### Available records
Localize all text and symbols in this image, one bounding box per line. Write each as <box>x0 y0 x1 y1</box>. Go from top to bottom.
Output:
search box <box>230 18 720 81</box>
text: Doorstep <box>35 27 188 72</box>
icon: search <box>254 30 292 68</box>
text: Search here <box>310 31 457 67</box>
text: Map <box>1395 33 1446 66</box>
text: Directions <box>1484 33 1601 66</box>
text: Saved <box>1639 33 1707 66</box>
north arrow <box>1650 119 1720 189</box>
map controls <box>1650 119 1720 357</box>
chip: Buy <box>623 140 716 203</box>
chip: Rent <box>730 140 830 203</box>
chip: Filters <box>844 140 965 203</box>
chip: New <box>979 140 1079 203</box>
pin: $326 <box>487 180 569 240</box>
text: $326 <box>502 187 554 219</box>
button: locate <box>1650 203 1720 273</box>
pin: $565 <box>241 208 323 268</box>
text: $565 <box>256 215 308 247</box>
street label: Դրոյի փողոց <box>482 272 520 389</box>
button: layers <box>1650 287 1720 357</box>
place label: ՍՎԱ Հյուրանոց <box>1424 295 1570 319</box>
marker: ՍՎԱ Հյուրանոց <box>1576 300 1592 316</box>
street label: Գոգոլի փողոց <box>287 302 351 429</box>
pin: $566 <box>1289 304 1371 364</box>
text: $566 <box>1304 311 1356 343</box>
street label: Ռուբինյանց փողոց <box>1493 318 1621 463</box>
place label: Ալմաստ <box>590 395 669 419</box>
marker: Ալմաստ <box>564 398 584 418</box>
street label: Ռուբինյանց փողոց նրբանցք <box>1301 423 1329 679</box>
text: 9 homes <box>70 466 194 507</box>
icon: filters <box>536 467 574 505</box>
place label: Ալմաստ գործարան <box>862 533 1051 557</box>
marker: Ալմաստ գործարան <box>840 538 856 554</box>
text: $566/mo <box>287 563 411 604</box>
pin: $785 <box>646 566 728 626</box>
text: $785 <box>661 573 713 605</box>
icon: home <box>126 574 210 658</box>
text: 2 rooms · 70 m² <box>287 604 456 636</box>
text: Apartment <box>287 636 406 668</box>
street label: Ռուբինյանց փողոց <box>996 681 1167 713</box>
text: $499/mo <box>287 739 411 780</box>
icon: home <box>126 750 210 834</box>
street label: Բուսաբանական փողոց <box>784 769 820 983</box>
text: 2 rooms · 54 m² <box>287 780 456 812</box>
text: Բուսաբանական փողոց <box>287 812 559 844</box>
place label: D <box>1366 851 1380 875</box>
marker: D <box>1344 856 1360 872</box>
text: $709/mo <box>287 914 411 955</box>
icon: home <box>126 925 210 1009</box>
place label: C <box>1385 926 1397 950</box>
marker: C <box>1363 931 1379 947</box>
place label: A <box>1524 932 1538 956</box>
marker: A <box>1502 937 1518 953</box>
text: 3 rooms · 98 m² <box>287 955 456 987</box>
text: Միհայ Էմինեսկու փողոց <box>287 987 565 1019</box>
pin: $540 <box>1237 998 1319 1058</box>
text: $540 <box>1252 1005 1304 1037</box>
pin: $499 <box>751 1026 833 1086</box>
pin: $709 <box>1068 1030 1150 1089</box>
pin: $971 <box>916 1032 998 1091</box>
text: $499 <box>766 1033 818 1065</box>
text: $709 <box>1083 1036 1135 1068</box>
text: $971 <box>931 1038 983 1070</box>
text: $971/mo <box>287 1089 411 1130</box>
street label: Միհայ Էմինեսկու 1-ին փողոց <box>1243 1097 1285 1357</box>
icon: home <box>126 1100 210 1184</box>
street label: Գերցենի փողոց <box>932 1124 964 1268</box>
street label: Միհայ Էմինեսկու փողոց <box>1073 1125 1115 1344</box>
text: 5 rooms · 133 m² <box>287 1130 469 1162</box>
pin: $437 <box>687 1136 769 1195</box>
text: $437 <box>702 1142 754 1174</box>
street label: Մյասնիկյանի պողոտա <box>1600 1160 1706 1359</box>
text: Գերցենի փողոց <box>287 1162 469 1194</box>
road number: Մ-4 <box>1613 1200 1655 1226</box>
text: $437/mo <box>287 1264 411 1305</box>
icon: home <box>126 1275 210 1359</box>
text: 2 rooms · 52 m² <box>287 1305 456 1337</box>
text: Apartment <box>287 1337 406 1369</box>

### Task details
Which of the lines above include the string "փողոց"? Pick them out and copy them.

### Answer
street label: Դրոյի փողոց <box>482 272 520 389</box>
street label: Գոգոլի փողոց <box>287 302 351 429</box>
street label: Ռուբինյանց փողոց <box>1493 318 1621 463</box>
street label: Ռուբինյանց փողոց նրբանցք <box>1301 423 1329 679</box>
street label: Ռուբինյանց փողոց <box>996 681 1167 713</box>
street label: Բուսաբանական փողոց <box>784 769 820 983</box>
text: Բուսաբանական փողոց <box>287 812 559 844</box>
text: Միհայ Էմինեսկու փողոց <box>287 987 565 1019</box>
street label: Միհայ Էմինեսկու 1-ին փողոց <box>1243 1097 1285 1357</box>
street label: Գերցենի փողոց <box>932 1124 964 1268</box>
street label: Միհայ Էմինեսկու փողոց <box>1073 1125 1115 1344</box>
text: Գերցենի փողոց <box>287 1162 469 1194</box>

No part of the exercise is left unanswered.